Since 2019, there have been 22 laws enacted nationwide to regulate political deepfakes, according to Public Citizen, a nonprofit consumer advocacy organization that tracks such legislation.
In their exploration of deepfake legislation, Stewart and Littau found countervailing “strong First Amendment protection for false political speech that may thwart most legislative efforts beyond mandatory disclaimers.”
In an interview with First Amendment Watch, Stewart and Littau discuss the difficulty of enforcing this type of legislation and the need for the involvement of tech companies in regulation efforts. Both agree that mandating the labeling of AI-generated content is the most effective way to police false political speech without running afoul of the First Amendment.
Editor’s note: This interview has been edited and condensed for length and clarity.
FAW: Can you describe the intersection of the First Amendment protections of political speech and anonymous speech with the threats of political deepfakes?
Stewart: Some of the laws that were starting to come out around 2018, 2019, some of the proposals, they all have huge First Amendment problems. I think every First Amendment scholar who looks at these recognizes that. Efforts to legislate political speech are immediately going to set off red flags, because again, we generally resist the government interfering with speech at all, much less especially political speech, which is a core protection of the First Amendment. Particularly after U.S. v. Alvarez came down, the Supreme Court refused to create a new category of unprotected speech for lies, even deliberate lies. And so when a new wave of these laws came out, I couldn’t help but to think looking at them, “Are these, if challenged in court, going to pass First Amendment scrutiny?” Nobody’s been prosecuted under the laws that had been passed, and as far as I could tell, nobody has challenged these on First Amendment grounds. And when they have been challenged, it’s been more in the revenge porn area. Revenge porn is a lot more about privacy and a whole different body of law, and courts have generally been pretty accepting of that, and have found the First Amendment is not violated with those kinds of laws about your privacy, your personal integrity and that sort of thing. But political speech is a different thing. We’re talking about false speech and political ads and campaigns. That has really, really strong protection and has for decades. So I saw the intersection of these being problematic. If they ever were to be challenged — that’s what really kind of inspired this paper — what would courts likely say about it? And then, as we had this wave of laws come up, really last year, and particularly this spring, where 20 or 30 different legislatures were considering them, and about [15] passed them in various iterations, you could see the potential challenges coming, or the potential for people to use these laws in a live election this summer and this fall, and it going to court pretty quickly because of the First Amendment issues embedded in it.

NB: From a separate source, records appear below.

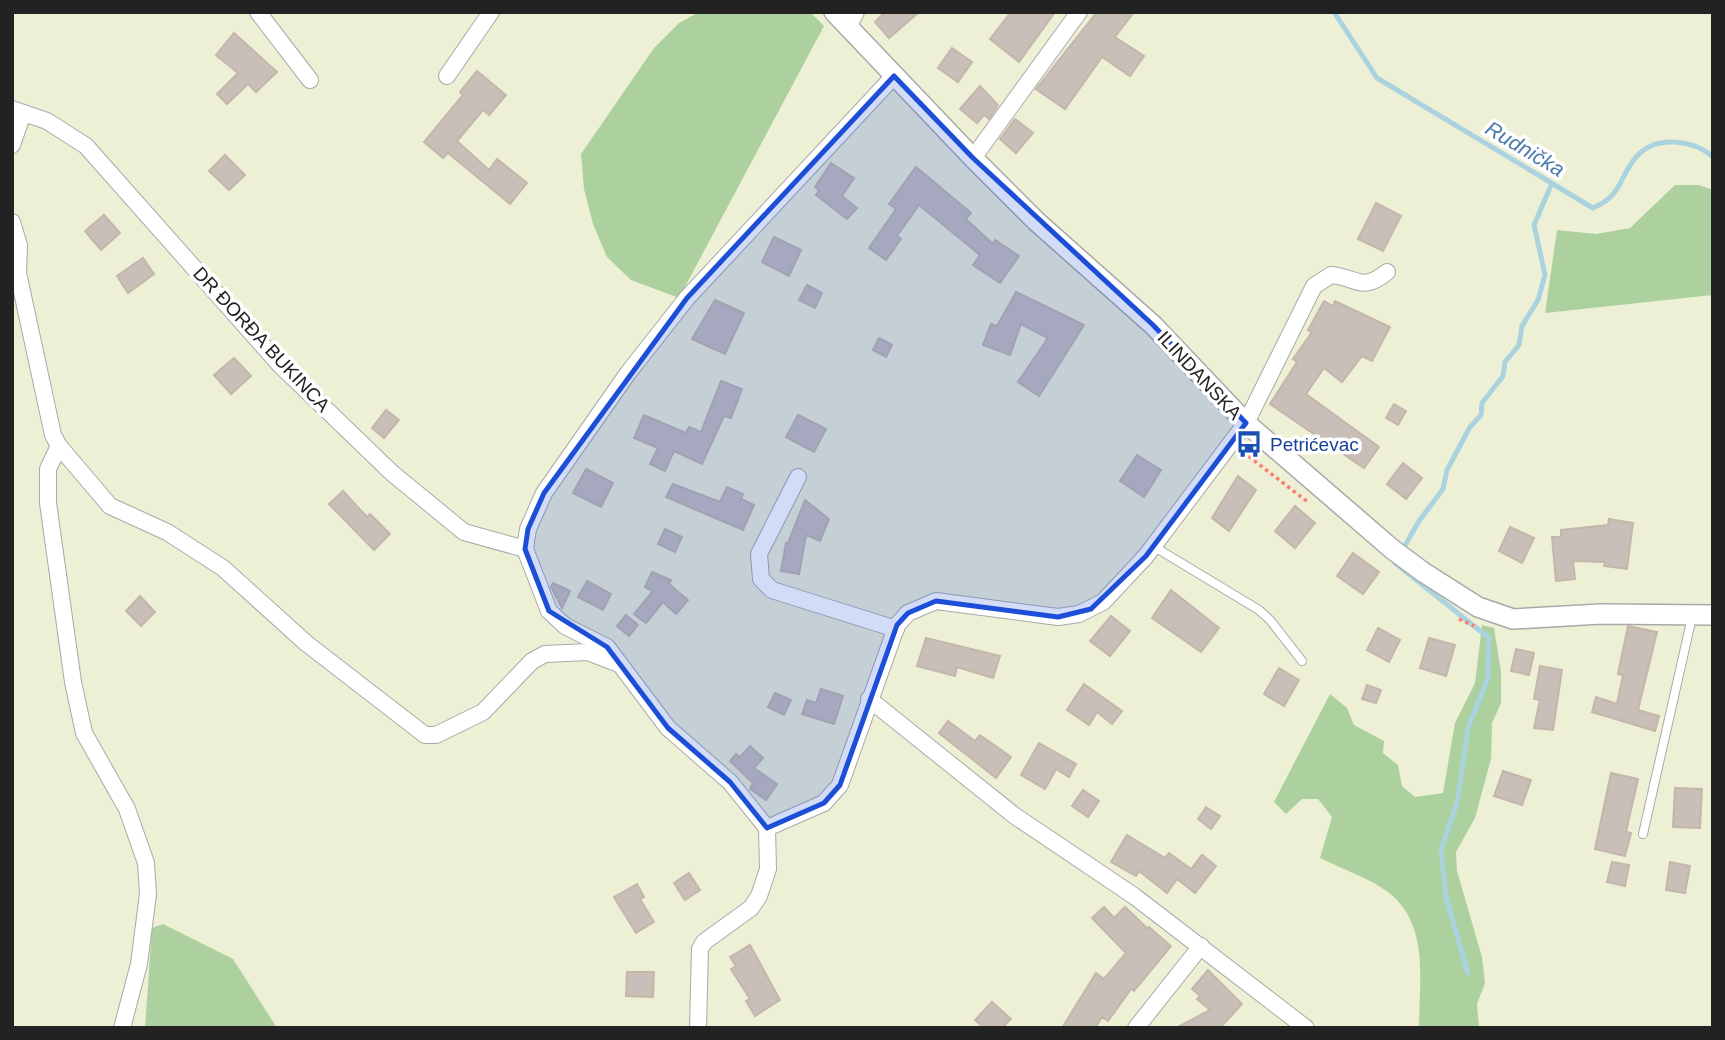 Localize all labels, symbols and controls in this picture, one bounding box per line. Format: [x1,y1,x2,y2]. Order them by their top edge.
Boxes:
water label: Rudnička [1482,116,1569,181]
street label: DR ĐORĐA BUKINCA [189,263,334,416]
street label: ILINDANSKA [1153,327,1246,424]
bus stop icon: Petrićevac [1234,429,1264,459]
place label: Petrićevac [1270,434,1359,455] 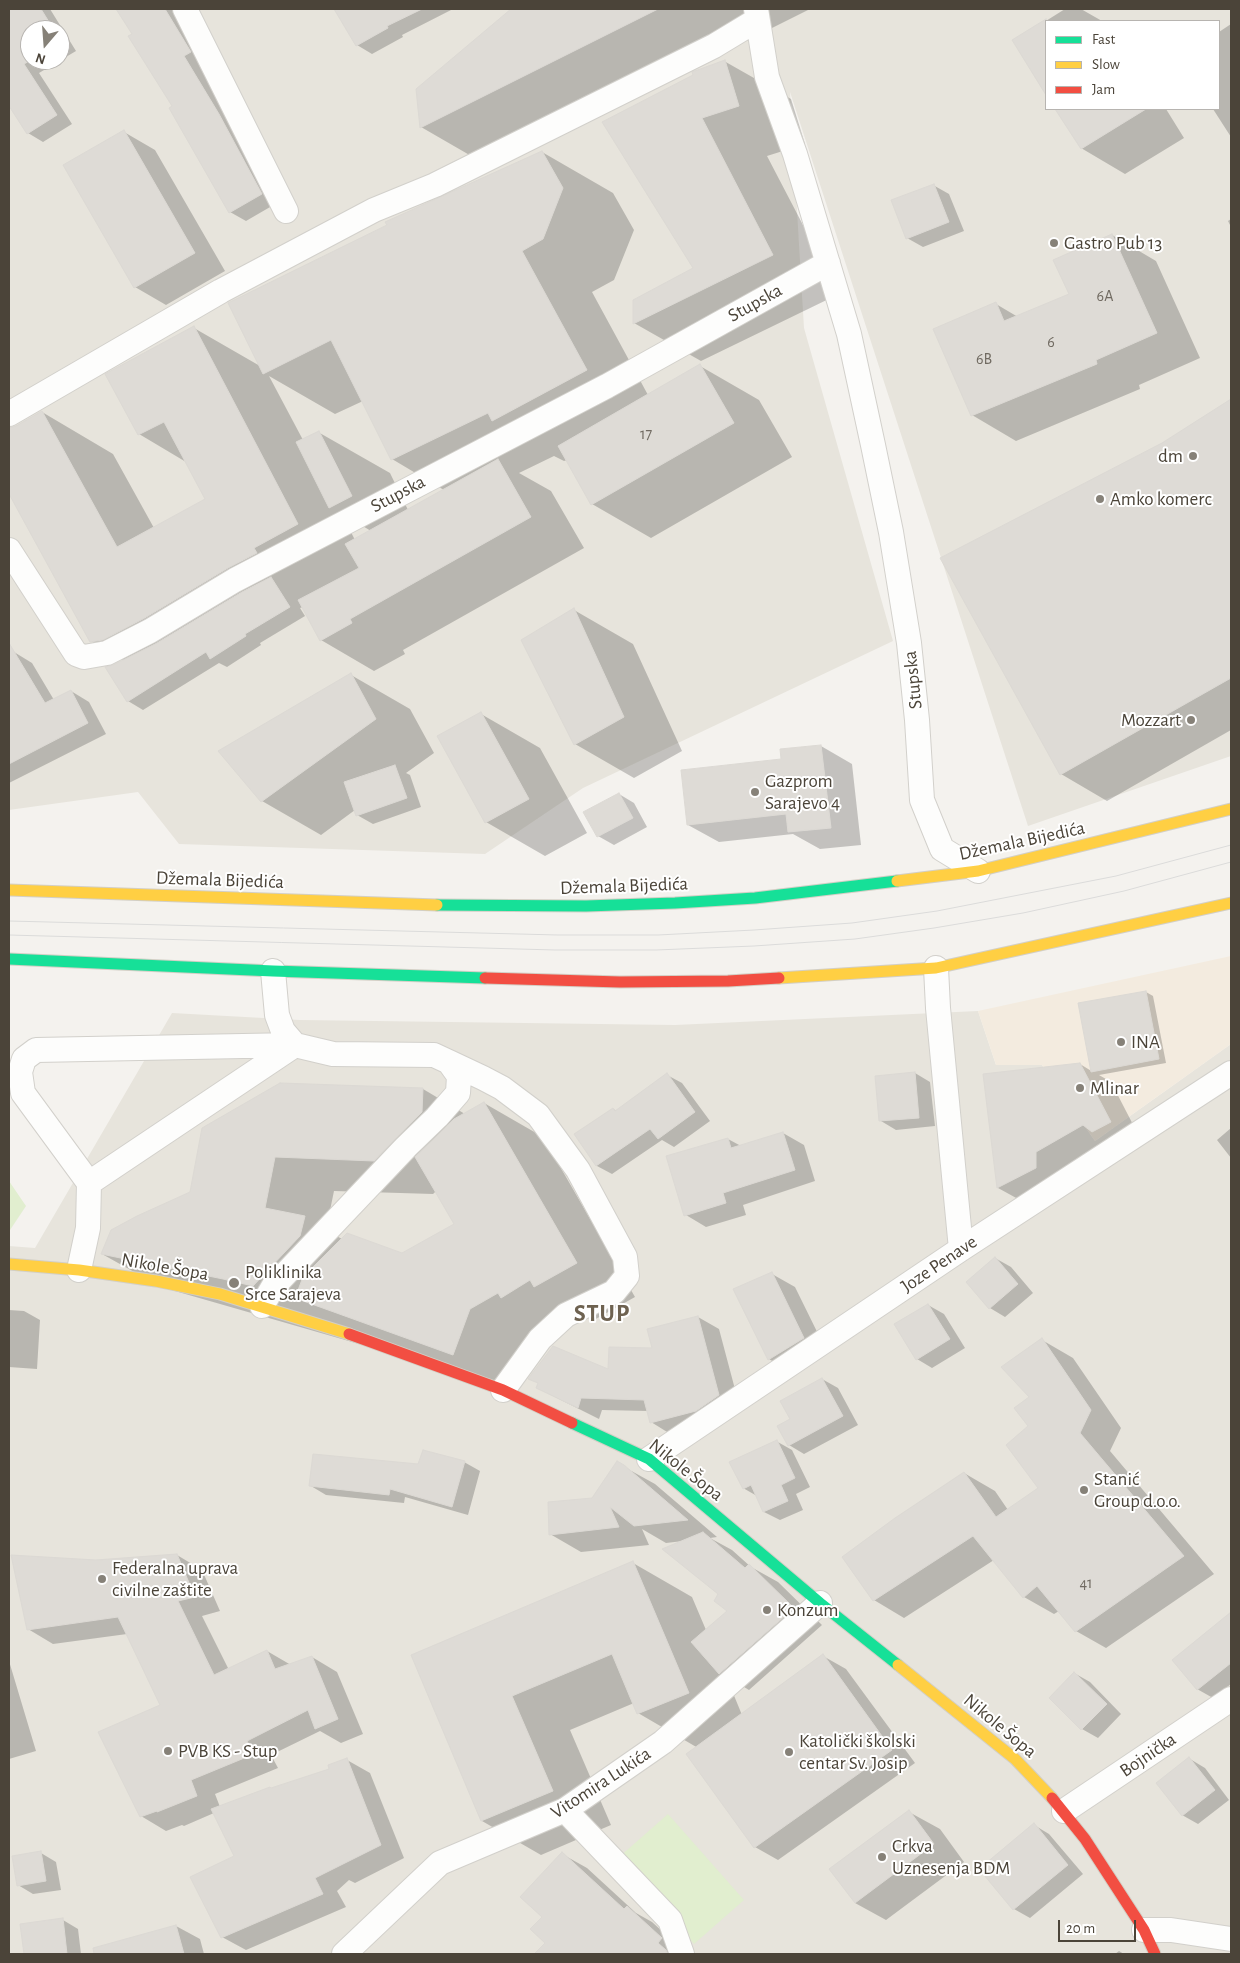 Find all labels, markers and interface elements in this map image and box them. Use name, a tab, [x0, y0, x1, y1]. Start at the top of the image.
north arrow	[20, 20, 70, 70]
legend	[1045, 20, 1220, 110]
text: Fast	[1092, 32, 1115, 47]
text: N	[34, 50, 47, 66]
text: Slow	[1092, 57, 1120, 72]
text: Jam	[1092, 82, 1115, 97]
place label: Gastro Pub 13	[1064, 232, 1162, 254]
marker: Gastro Pub 13	[1048, 237, 1060, 249]
street label: Stupska	[724, 279, 786, 327]
house number: 6A	[1097, 286, 1113, 306]
house number: 6	[1047, 332, 1055, 352]
house number: 6B	[976, 349, 992, 369]
house number: 17	[640, 424, 652, 444]
place label: dm	[1158, 445, 1183, 467]
marker: dm	[1187, 450, 1199, 462]
street label: Stupska	[367, 470, 429, 518]
place label: Amko komerc	[1110, 488, 1212, 510]
marker: Amko komerc	[1094, 493, 1106, 505]
street label: Stupska	[899, 650, 927, 710]
place label: Mozzart	[1121, 709, 1181, 731]
marker: Mozzart	[1185, 714, 1197, 726]
place label: Gazprom Sarajevo 4	[765, 770, 840, 814]
marker: Gazprom Sarajevo 4	[749, 786, 761, 798]
street label: Džemala Bijedića	[957, 817, 1087, 865]
street label: Džemala Bijedića	[156, 866, 284, 894]
street label: Džemala Bijedića	[560, 872, 688, 900]
place label: INA	[1131, 1031, 1160, 1053]
marker: INA	[1115, 1036, 1127, 1048]
place label: Mlinar	[1090, 1077, 1139, 1099]
marker: Mlinar	[1074, 1082, 1086, 1094]
street label: Joze Penave	[897, 1230, 981, 1298]
street label: Nikole Šopa	[120, 1248, 210, 1286]
place label: Poliklinika Srce Sarajeva	[245, 1261, 341, 1305]
marker: Poliklinika Srce Sarajeva	[227, 1276, 241, 1290]
district label: STUP	[573, 1300, 631, 1328]
street label: Nikole Šopa	[644, 1434, 728, 1506]
place label: Stanić Group d.o.o.	[1094, 1468, 1181, 1512]
marker: Stanić Group d.o.o.	[1078, 1484, 1090, 1496]
place label: Federalna uprava civilne zaštite	[112, 1557, 238, 1601]
marker: Federalna uprava civilne zaštite	[96, 1573, 108, 1585]
house number: 41	[1079, 1573, 1093, 1593]
place label: Konzum	[777, 1599, 838, 1621]
marker: Konzum	[761, 1604, 773, 1616]
street label: Nikole Šopa	[959, 1689, 1041, 1763]
street label: Bojnička	[1115, 1728, 1181, 1782]
place label: Katolički školski centar Sv. Josip	[799, 1730, 916, 1774]
place label: PVB KS - Stup	[178, 1740, 277, 1762]
street label: Vitomira Lukića	[547, 1742, 655, 1824]
marker: PVB KS - Stup	[162, 1745, 174, 1757]
marker: Katolički školski centar Sv. Josip	[783, 1746, 795, 1758]
place label: Crkva Uznesenja BDM	[892, 1835, 1010, 1879]
marker: Crkva Uznesenja BDM	[876, 1851, 888, 1863]
scale bar	[1060, 1910, 1138, 1942]
text: 20 m	[1066, 1921, 1095, 1936] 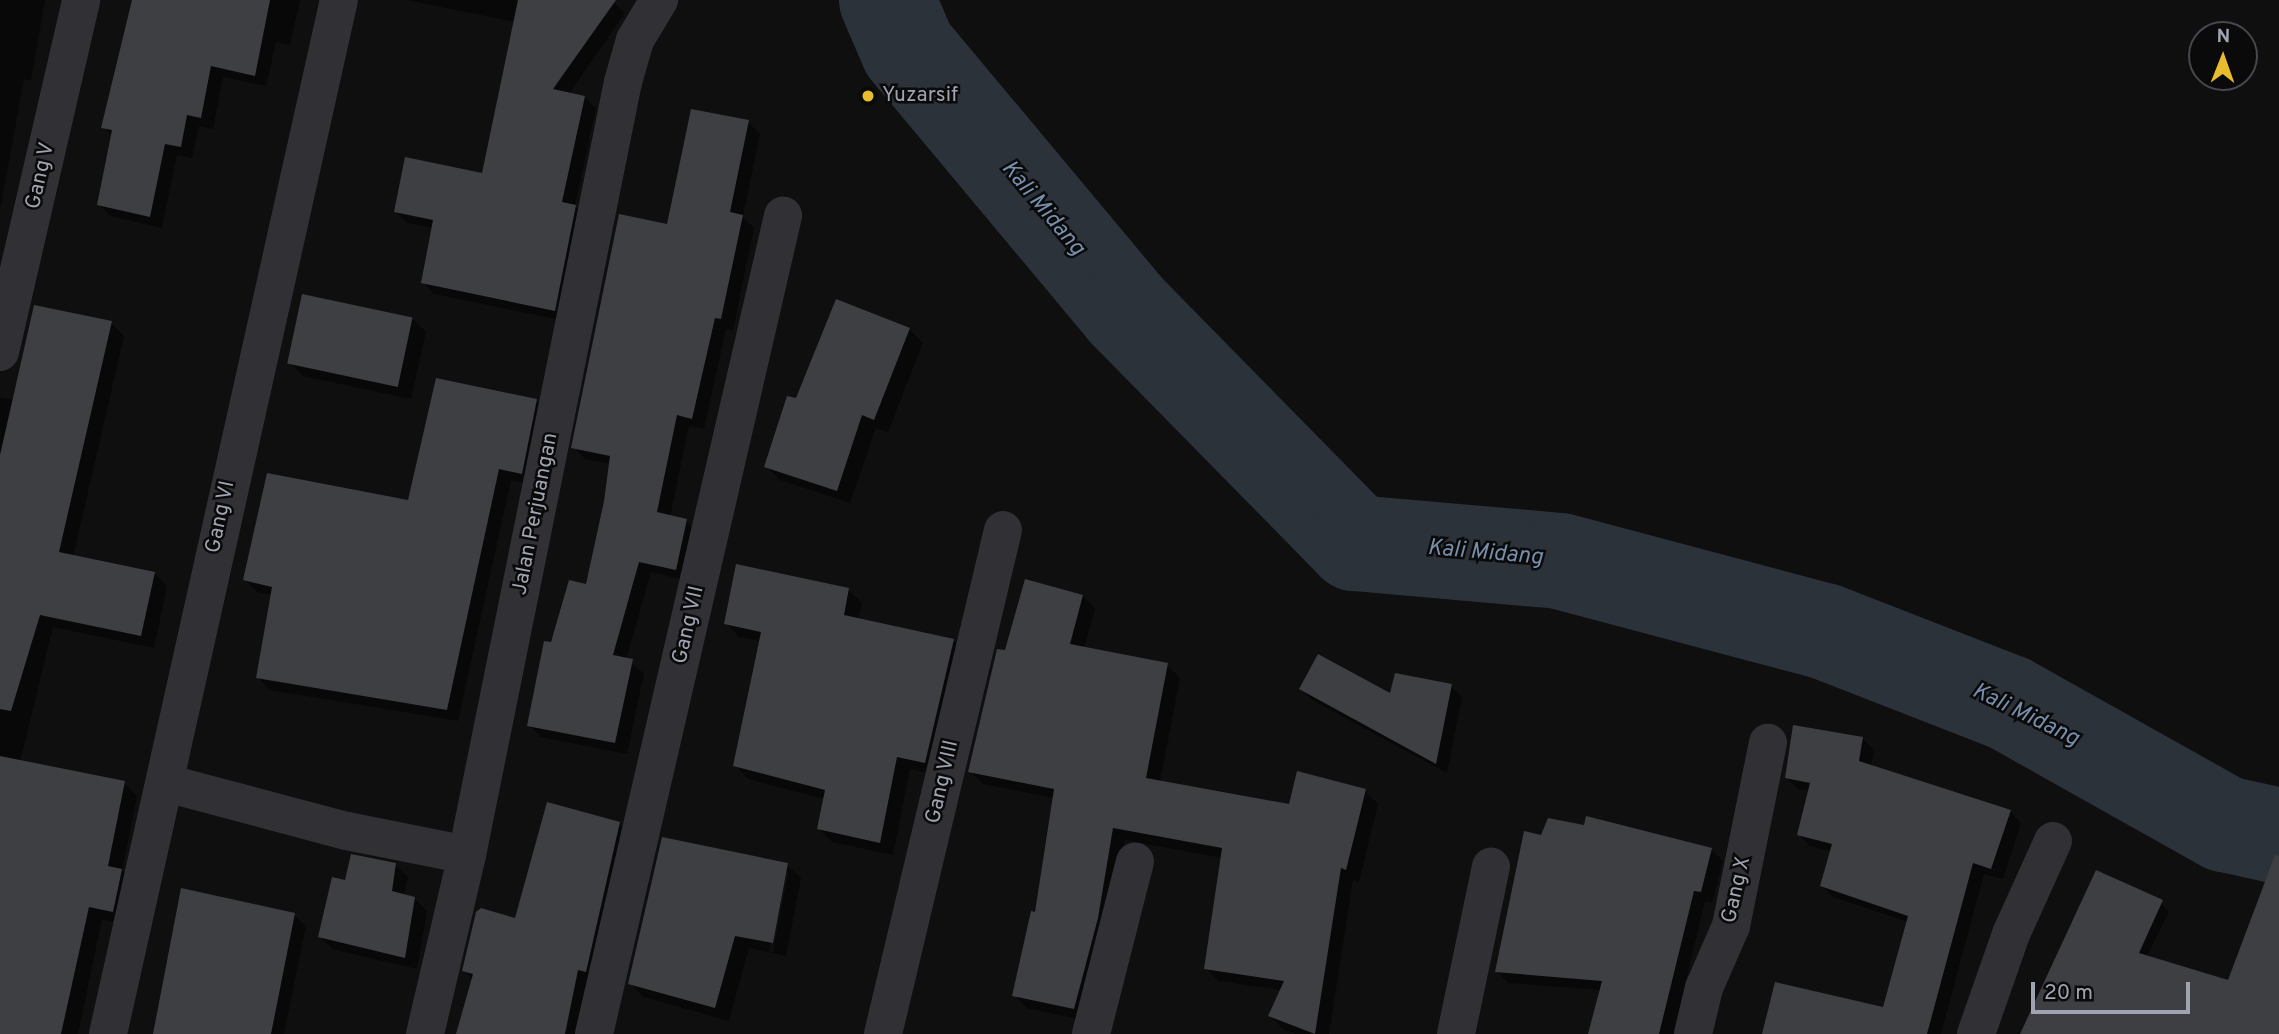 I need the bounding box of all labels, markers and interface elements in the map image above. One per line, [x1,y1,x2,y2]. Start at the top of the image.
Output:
north arrow [2188,21,2258,91]
text: N [2216,25,2230,49]
place label: Yuzarsif [882,83,958,109]
marker: Yuzarsif [860,88,876,104]
street label: Gang V [21,140,61,212]
water label: Kali Midang [994,156,1090,262]
street label: Jalan Perjuangan [508,431,564,597]
street label: Gang VI [201,478,241,556]
water label: Kali Midang [1426,535,1544,573]
street label: Gang VII [668,583,710,667]
water label: Kali Midang [1967,678,2083,754]
street label: Gang VIII [921,737,965,827]
street label: Gang X [1717,854,1757,926]
scale bar [2034,968,2193,1012]
text: 20 m [2044,980,2093,1007]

Littau: One thing I’d add to that is that this is happening against a backdrop of discussion around Section 230. This falls on tech companies, who are under increasing scrutiny from pretty much all sides of the political spectrum about their role in moderated content. I would use “moderation,” they use the word “censorship.” I think that that’s not really what’s going on, but from a political rhetoric point of view, that is what they’re saying is happening. And so these tech companies have been loath to really engage in heavy moderation. You’ve seen a real pullback in the last 18 months after Elon Musk gutted his trust and safety team at Twitter and everybody decided that was a great idea. These companies have really pulled back on moderation. So if the government is not allowed to save us, and the tech companies are feeling restrained, you kind of envision a world where what happens then? Does this really fall on the average consumer to have to pick through these different types of content? So I think the legislatures may be feeling like they’re kind of pinched here because they don’t want to leave it to the tech companies, but I’m not entirely sure either one’s going to be allowed if legislators get their way.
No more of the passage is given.